Конечно же, благородному морритскому лагату не пристало самому работать проводником у купца. Поэтому разговаривать с «землекопами» Йеми отправился вместе с Лечеком. Помимо соблюдения лица, Наско явно преследовал и денежный интерес: часть бремени по снабжению своего управляющего он переложил на плечи кагманца, которому пришлось самому сразу по выходу одарить Лечека парой квадрантов. В противном случае это пришлось бы делать через пол дня безрезультатных блужданий по городу под причитания, жалобы на жизнь и уверения, что вот-вот неуловимые «землекопы» будут найдены.

Идти пришлось в район Старых Кузен, что Йеми предполагал с самого начала. Район этот превратился в трущобы ещё в давние времена, может, даже до Катастрофы. В ту пору наверняка весь Плесков являл собой не лучшее зрелище, но с тех пор город отстроился, но Старые Кузни так и остались трущобами, успешно сопротивляясь всем попыткам городских властей извести или хотя бы благоустроить этот рассадник преступности и источник всякой заразы. Символом этого сопротивления можно было смело признать храм Гера, что высился на самой границе трущоб. Может быть, этот храм не был самым великолепным в Плескове, но самым большим он был наверняка. Позволяло ли это умилостивить грозного бога болезней или, наоборот, привлекало его внимание оставалось загадкой. Быстротечные эпидемии прокатывались по городу каждый год и всегда начинались со Старых Кузен. Вопреки стойкому заблуждению, чужаков в таких местах любят. Ведь чужак — это источник поживы или, если с того нечего взять, возможность разнообразить развлечения. До того, что самим чужакам такая любовь не по нраву, никому дела нет. Лечек явно ощущал себя в этом неприятном месте, как рыба в воде. Йеми же, несмотря на то, что был здесь уже не раз, ощущал себя чужаком.
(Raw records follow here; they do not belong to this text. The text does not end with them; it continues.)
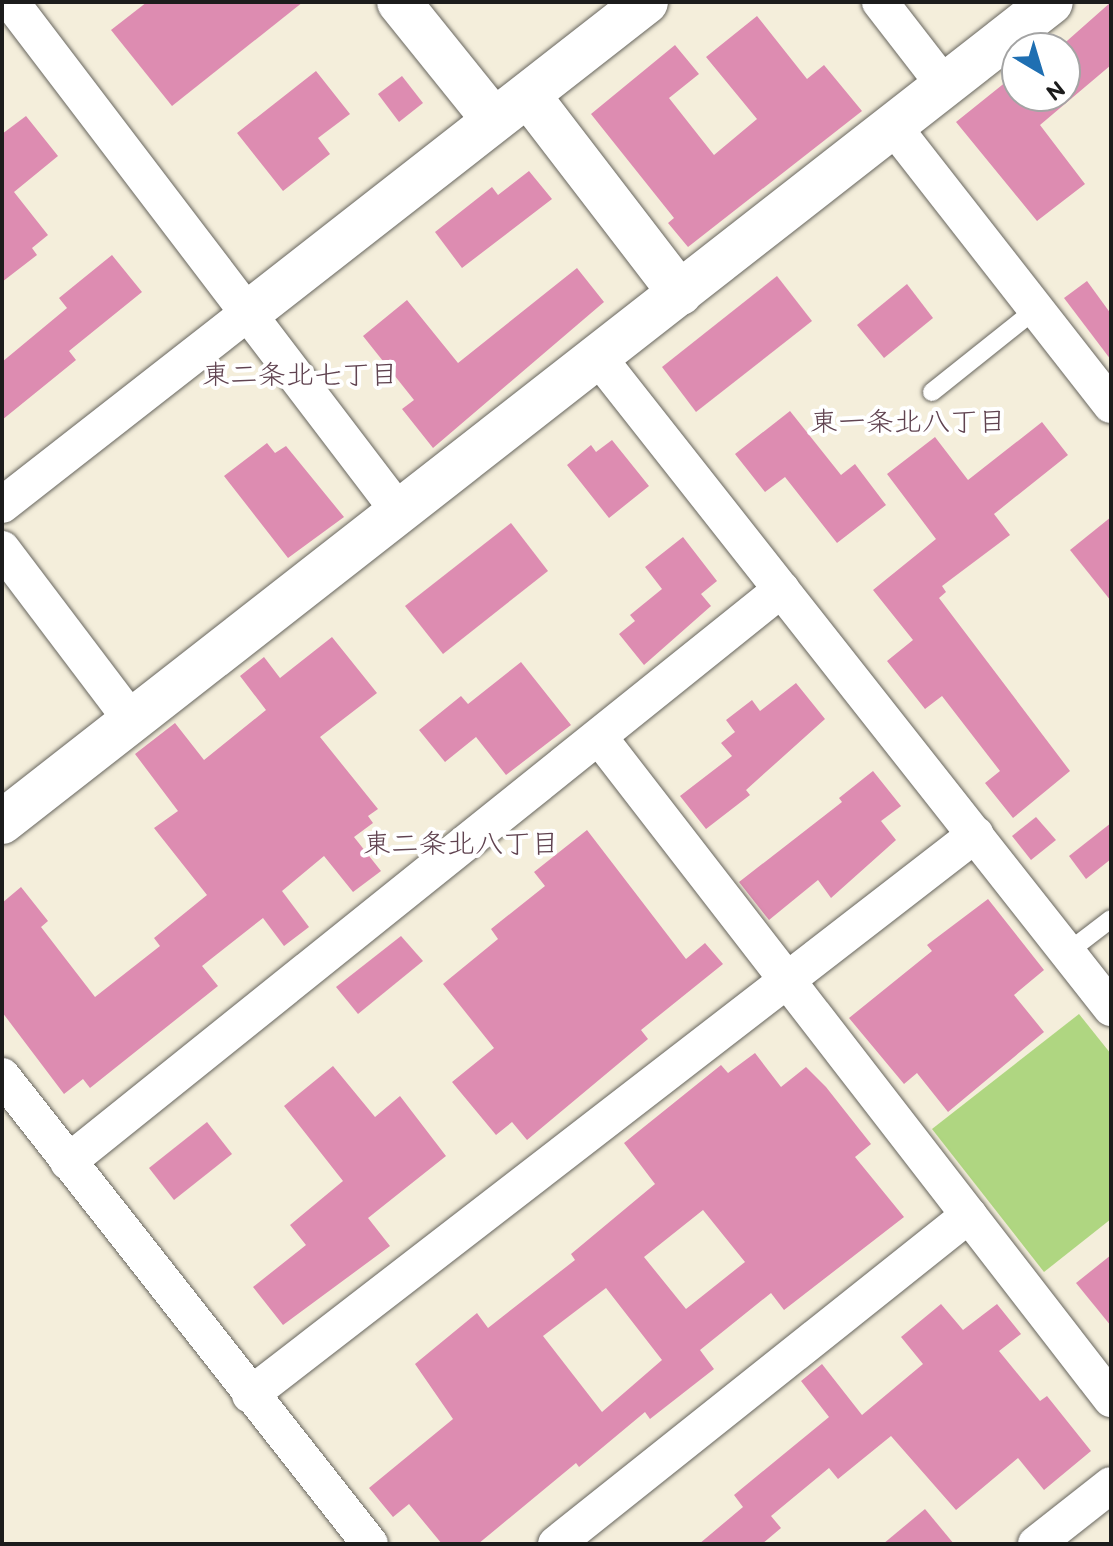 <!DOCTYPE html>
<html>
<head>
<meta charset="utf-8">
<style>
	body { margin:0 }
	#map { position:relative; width:1113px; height:1546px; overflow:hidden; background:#f4eedb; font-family:"Balsamiq Sans","Klee One",sans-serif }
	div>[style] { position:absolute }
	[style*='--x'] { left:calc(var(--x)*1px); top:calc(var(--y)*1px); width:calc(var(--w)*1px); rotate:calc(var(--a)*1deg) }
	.green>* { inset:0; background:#afd681 }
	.building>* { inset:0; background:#dd8cb1 }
	.roads { filter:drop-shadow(0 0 2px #68665f) drop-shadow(0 0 2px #68665f) }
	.lane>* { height:18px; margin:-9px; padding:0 9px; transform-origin:9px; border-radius:9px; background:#fff }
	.street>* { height:36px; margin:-18px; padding:0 18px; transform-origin:18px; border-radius:18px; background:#fff }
	.secondary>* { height:44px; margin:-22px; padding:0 22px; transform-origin:22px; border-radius:22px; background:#fff }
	span { translate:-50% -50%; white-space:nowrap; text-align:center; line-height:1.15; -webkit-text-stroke:8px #fff; paint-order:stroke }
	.neighbourhood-label { font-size:28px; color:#604350 }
	.frame { position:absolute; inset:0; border:4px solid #1c1c1c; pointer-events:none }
	.north { position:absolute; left:1001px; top:32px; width:80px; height:80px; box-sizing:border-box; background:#fff; border:2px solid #a4a4a4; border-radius:50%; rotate:142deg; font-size:22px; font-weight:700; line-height:32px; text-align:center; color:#1c1c1c }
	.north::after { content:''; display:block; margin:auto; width:28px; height:36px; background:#1f6fb2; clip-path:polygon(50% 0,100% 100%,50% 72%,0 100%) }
</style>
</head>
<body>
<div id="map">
	<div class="green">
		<i style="clip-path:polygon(1079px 1014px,1111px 1054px,1111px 1219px,1044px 1272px,932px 1129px)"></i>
	</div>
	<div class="building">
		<i style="clip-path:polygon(147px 2px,303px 2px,172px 106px,111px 30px)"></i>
		<i style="clip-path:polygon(1111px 2px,1111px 65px,1040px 125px,1085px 184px,1037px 221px,956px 122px,1017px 73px,1017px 96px,1065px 96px,1065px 48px,1059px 48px)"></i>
		<i style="clip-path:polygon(757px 16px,807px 79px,824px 65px,862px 111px,688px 247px,668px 223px,674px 218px,591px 114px,675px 45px,699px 74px,669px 98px,714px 155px,757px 119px,706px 57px)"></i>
		<i style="clip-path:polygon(316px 71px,350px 114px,318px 138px,330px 154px,283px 191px,237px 133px)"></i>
		<i style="clip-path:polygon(402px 76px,423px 103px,399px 122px,378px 94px)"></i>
		<i style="clip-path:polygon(26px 116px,58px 156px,14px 192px,48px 235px,32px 248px,37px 255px,2px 282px,2px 134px)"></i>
		<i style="clip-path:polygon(529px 171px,552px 199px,462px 268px,435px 232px,492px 187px,498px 195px)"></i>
		<i style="clip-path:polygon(112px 255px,142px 292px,69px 351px,76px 360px,2px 420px,2px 362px,67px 308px,59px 298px)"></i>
		<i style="clip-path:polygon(577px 268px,604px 302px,433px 448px,402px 409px,414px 400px,363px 336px,407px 300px,458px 363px)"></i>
		<i style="clip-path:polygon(777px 276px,812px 321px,696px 412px,662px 367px)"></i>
		<i style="clip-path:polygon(1087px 281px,1111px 314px,1111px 360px,1064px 298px)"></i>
		<i style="clip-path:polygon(907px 284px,933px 318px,884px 358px,857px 325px)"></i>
		<i style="clip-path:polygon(790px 411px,841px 475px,855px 464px,886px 505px,837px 543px,785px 477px,765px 492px,735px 454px)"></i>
		<i style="clip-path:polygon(1042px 422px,1068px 455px,994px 514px,1010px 535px,942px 586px,946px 592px,939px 598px,1070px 771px,1013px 818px,985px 783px,1000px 771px,942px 696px,925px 709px,887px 661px,913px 640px,873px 590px,936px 539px,887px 474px,935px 437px,968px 480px)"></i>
		<i style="clip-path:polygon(612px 440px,649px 486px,609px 518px,567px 465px,591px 445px,596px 452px)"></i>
		<i style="clip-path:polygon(267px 443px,275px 453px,286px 446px,344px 517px,288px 558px,224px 476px)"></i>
		<i style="clip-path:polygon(1111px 517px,1111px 601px,1070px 550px)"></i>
		<i style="clip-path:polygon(511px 523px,548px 571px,443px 654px,405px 606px)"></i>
		<i style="clip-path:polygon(683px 537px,717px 581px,701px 594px,711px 606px,644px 665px,619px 634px,635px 621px,630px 615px,662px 589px,645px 567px)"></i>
		<i style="clip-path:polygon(332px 637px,377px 693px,320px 737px,378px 809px,368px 816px,373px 823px,354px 837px,381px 871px,353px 892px,324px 856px,282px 891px,309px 927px,284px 946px,263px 918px,202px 966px,218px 986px,90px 1088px,83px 1079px,64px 1094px,2px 1012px,2px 903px,21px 887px,48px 921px,41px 927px,95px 997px,160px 946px,154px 938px,207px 895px,154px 828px,178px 811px,135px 754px,175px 723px,204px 760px,266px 710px,240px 676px,264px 657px,280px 678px)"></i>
		<i style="clip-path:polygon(521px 662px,571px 725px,506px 775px,476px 737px,445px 762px,419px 730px,461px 696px,468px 704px)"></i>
		<i style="clip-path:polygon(796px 683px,825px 719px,746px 790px,750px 795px,706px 829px,680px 796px,732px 756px,721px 743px,735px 732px,726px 720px,752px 700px,760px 711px)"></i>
		<i style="clip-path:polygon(873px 771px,901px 806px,881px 821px,896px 840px,831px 898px,818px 880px,769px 920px,739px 882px,842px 802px,839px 798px)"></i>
		<i style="clip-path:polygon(1036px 817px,1056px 840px,1031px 860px,1012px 836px)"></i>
		<i style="clip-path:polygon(1111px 823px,1111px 859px,1086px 879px,1069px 856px)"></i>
		<i style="clip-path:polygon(587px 830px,686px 959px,705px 943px,723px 964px,641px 1030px,648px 1039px,527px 1140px,512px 1122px,496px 1135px,452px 1082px,494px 1048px,443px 984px,498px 939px,491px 929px,545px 886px,534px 872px)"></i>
		<i style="clip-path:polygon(988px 899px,1044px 970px,1014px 995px,1044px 1032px,948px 1112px,917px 1073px,904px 1084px,849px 1018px,932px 951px,927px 945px)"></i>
		<i style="clip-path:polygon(401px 936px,423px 961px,358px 1014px,336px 987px)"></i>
		<i style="clip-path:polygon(evenodd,755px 1053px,781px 1087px,806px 1067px,826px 1087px,871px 1144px,855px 1157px,904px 1217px,784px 1310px,771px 1293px,700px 1350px,714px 1369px,650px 1419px,645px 1412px,579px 1467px,576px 1463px,478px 1544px,442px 1544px,409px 1504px,393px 1517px,369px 1488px,453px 1419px,415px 1364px,477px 1313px,488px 1328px,575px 1260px,571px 1254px,655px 1184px,624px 1143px,721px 1065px,728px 1073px,755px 1053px,703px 1210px,745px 1262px,686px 1309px,644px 1257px,703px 1210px,755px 1053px,606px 1288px,662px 1360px,602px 1412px,543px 1336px,606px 1288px)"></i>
		<i style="clip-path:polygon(333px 1066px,375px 1117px,400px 1096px,446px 1156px,368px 1218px,390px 1246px,283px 1325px,253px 1287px,306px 1245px,290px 1225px,343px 1181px,284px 1106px)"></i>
		<i style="clip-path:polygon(207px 1122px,232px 1154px,174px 1200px,149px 1168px)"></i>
		<i style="clip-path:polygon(1111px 1255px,1111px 1326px,1076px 1283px)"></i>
		<i style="clip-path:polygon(941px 1304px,963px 1330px,997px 1304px,1021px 1334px,999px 1351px,1040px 1401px,1047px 1396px,1091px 1451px,1044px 1490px,1018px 1458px,956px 1510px,891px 1436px,838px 1479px,829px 1468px,771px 1516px,781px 1528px,762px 1544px,699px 1544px,743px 1507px,734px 1495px,829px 1417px,801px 1381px,822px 1364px,862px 1415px,923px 1364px,901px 1337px)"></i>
		<i style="clip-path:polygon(925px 1509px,954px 1544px,883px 1544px)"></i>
	</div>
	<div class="roads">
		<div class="lane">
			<i style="--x:932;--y:392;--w:133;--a:-38.6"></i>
			<i style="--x:1068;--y:952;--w:54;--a:-37.5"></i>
		</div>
		<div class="street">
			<i style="--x:11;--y:2;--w:642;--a:52.72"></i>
			<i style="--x:880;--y:2;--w:106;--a:52.3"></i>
			<i style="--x:893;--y:126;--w:354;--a:52"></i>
			<i style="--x:598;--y:357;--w:829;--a:51.76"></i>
			<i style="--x:2;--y:505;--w:312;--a:-38"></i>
			<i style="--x:2;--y:549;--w:216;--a:52.9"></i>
			<i style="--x:599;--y:737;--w:837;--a:52.28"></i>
			<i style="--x:2;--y:1076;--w:595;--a:51.82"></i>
			<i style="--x:68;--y:1162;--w:915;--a:-38.75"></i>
			<i style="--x:250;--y:1395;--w:917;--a:-37.69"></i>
			<i style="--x:556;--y:1544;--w:528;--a:-38.54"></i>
			<i style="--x:1036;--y:1544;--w:95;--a:-38.2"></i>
		</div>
		<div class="secondary">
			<i style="--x:399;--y:2;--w:151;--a:51.2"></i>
			<i style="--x:528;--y:95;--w:250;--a:52.5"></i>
			<i style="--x:248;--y:313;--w:505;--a:-38"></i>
			<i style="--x:2;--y:822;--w:1331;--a:-38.01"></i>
		</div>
	</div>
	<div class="neighbourhood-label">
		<span style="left:300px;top:376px">東二条北七丁目</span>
		<span style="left:908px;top:423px">東一条北八丁目</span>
		<span style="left:461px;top:845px">東二条北八丁目</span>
	</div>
	<div class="frame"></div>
	<div class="north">N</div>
</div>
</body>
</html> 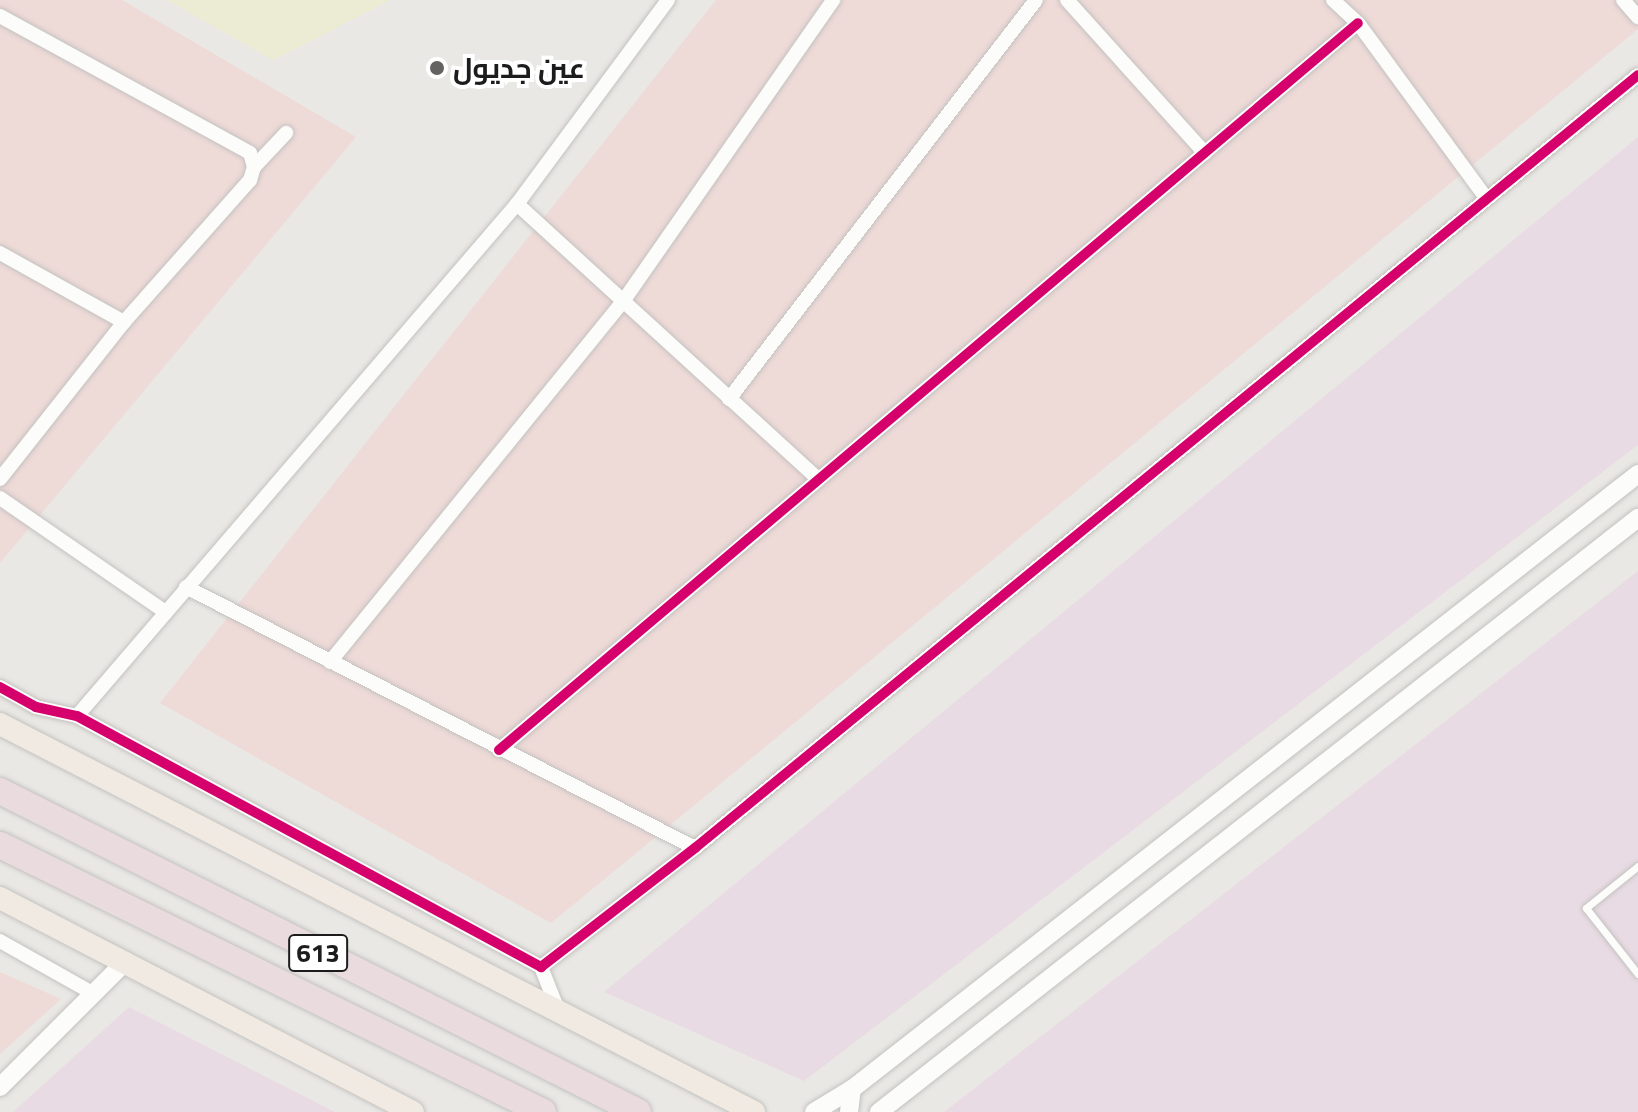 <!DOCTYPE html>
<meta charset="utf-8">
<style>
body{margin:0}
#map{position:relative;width:1638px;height:1112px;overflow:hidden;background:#eae8e4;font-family:"Titillium Web",Cairo,sans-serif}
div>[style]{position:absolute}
.commercial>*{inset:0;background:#eedad7}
.industrial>*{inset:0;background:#e9dbe4}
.farmland>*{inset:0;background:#ececd5}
.roads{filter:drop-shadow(0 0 2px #c3c2c0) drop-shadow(0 0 2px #c3c2c0)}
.service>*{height:7px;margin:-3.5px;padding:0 3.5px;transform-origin:3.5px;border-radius:3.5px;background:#fcfcfb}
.minor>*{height:14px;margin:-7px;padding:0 7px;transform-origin:7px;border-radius:7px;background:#fcfcfb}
.tertiary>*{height:18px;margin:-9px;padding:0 9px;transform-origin:9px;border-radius:9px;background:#fcfcfb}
.primary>*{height:22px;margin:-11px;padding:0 11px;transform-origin:11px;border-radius:11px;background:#f0eae2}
.motorway>*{height:26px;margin:-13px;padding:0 13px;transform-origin:13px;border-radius:13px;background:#eadcde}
.cycleway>*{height:10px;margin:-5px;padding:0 5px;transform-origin:5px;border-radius:5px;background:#d6006c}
.dots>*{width:22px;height:22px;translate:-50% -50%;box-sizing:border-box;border:4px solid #fff;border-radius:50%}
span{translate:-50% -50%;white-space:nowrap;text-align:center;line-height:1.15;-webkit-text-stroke:8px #fff;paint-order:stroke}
.shield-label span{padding:2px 6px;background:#fff;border:2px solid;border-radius:6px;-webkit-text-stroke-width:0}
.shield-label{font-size:26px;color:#1c1c1c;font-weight:700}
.poi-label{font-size:28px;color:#1c1c1c;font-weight:700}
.left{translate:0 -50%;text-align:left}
</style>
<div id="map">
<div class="commercial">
<i style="clip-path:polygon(0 0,122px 0,356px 137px,0 563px)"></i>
<i style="clip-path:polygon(716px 0,1638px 0,1638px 29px,551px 923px,160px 703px)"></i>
<i style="clip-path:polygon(0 972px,61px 999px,0 1054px)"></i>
</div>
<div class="industrial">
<i style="clip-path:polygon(1638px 137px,1638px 445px,804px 1081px,604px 992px)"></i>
<i style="clip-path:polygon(1638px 571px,1638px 1112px,944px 1112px)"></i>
<i style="clip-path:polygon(129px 1007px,335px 1112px,13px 1112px)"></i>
</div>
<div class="farmland">
<i style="clip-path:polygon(167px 0,391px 0,273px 60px)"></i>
</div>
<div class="roads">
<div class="service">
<i style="left:1638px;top:866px;width:67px;rotate:141.1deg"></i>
<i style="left:1586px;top:908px;width:84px;rotate:51.8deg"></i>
</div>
<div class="minor">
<i style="left:1067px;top:0;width:206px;rotate:48deg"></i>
<i style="left:1333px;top:0;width:34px;rotate:43deg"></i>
<i style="left:1358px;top:23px;width:217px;rotate:53.8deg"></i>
<i style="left:1623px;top:0;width:23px;rotate:49deg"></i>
<i style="left:0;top:16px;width:285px;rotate:28.7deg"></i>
<i style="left:250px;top:153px;width:15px;rotate:74deg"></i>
<i style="left:254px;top:167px;width:14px;rotate:107deg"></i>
<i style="left:250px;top:180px;width:190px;rotate:131.6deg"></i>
<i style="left:124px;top:322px;width:200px;rotate:128.3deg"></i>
<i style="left:254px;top:167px;width:47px;rotate:-46.7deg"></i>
<i style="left:517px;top:204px;width:408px;rotate:42.4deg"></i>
<i style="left:0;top:253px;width:142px;rotate:29.1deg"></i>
<i style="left:729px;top:399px;width:503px;rotate:-52.42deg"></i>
<i style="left:0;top:498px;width:201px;rotate:34.6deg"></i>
<i style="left:186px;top:587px;width:572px;rotate:27.15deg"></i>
<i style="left:330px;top:662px;width:466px;rotate:-50.9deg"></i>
<i style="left:624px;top:300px;width:366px;rotate:-55.1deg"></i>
<i style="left:0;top:687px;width:41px;rotate:29.1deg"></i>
<i style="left:36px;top:707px;width:42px;rotate:12.4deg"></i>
<i style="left:77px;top:716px;width:528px;rotate:28.41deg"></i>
<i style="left:541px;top:967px;width:195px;rotate:-37.7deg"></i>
<i style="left:695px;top:848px;width:1219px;rotate:-39.34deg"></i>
<i style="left:77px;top:716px;width:675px;rotate:-49.33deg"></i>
<i style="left:517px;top:204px;width:254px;rotate:-53.5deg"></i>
<i style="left:499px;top:750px;width:1125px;rotate:-40.24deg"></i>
<i style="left:0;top:941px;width:108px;rotate:29.4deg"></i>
<i style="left:541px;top:967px;width:46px;rotate:68.4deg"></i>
</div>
<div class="tertiary">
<i style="left:0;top:1087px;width:178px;rotate:-45deg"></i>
<i style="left:814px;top:1112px;width:44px;rotate:-31.2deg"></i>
<i style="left:852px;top:1089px;width:998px;rotate:-38.04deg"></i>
<i style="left:849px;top:1112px;width:23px;rotate:-83deg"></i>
<i style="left:879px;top:1112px;width:964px;rotate:-38.05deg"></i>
</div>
<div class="primary">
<i style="left:0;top:724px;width:848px;rotate:27.23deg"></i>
<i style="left:0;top:898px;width:465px;rotate:27.4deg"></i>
</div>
<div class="motorway">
<i style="left:0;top:791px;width:714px;rotate:26.71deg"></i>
<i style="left:0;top:845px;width:605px;rotate:26.18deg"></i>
</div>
</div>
<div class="cycleway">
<i style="left:0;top:687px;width:41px;rotate:29.1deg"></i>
<i style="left:36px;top:707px;width:42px;rotate:12.4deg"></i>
<i style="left:77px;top:716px;width:528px;rotate:28.41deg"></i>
<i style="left:541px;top:967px;width:195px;rotate:-37.7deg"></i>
<i style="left:695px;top:848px;width:1219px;rotate:-39.34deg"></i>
<i style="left:499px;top:750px;width:1125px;rotate:-40.24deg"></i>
</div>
<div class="dots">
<i style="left:437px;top:68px;background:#646362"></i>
</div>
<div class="shield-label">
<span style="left:318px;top:953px">613</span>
</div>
<div class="poi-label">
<span class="left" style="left:453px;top:68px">عين جديول</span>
</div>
</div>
Хуже того, его принимали за чужака местные жители. Йеми всей кожей ощущал пристальное к себе внимание. Уже пришлось погрозить кулаком какому-то карманнику, чьи пальцы оказались в подозрительной близости от поясного мешка. Лечек же шагал себе впереди, как ни в чём не бывало. Когда, наконец, управляющий нырнул в дверь относительно целого дома, жупан испытал облегчение, несмотря на то, что самая сложная часть дела только начиналась.

Внутри дом оказался грязен и вонюч даже по меркам Старых Кузен, а так же начисто лишенным каких либо архитектурных излишеств. Единственное помещение с не разожженным очагом у дальней стены оказалось заполненным самым разнообразным народом. В дальнем углу, скрестив ноги на тангринский манер, на грязной дерюге сидели пятеро мужчин и жрали — по-другому назвать происходящее было решительно невозможно. В другом углу, поближе, полдюжины громил играли в зуж, постоянно ругаясь и обвиняя друг друга в шулерстве. Верзила у очага, сидящий на единственной в доме лавке, точил лопату и, посмеиваясь, внимал стоящему перед ним толстому коротышке, размахивающему руками и бубнящему что-то неразличимое в общем гвалте. Перед Лечеком горой возвышался детина, с шириной плеч, как у Йеми и Лечека вместе взятых.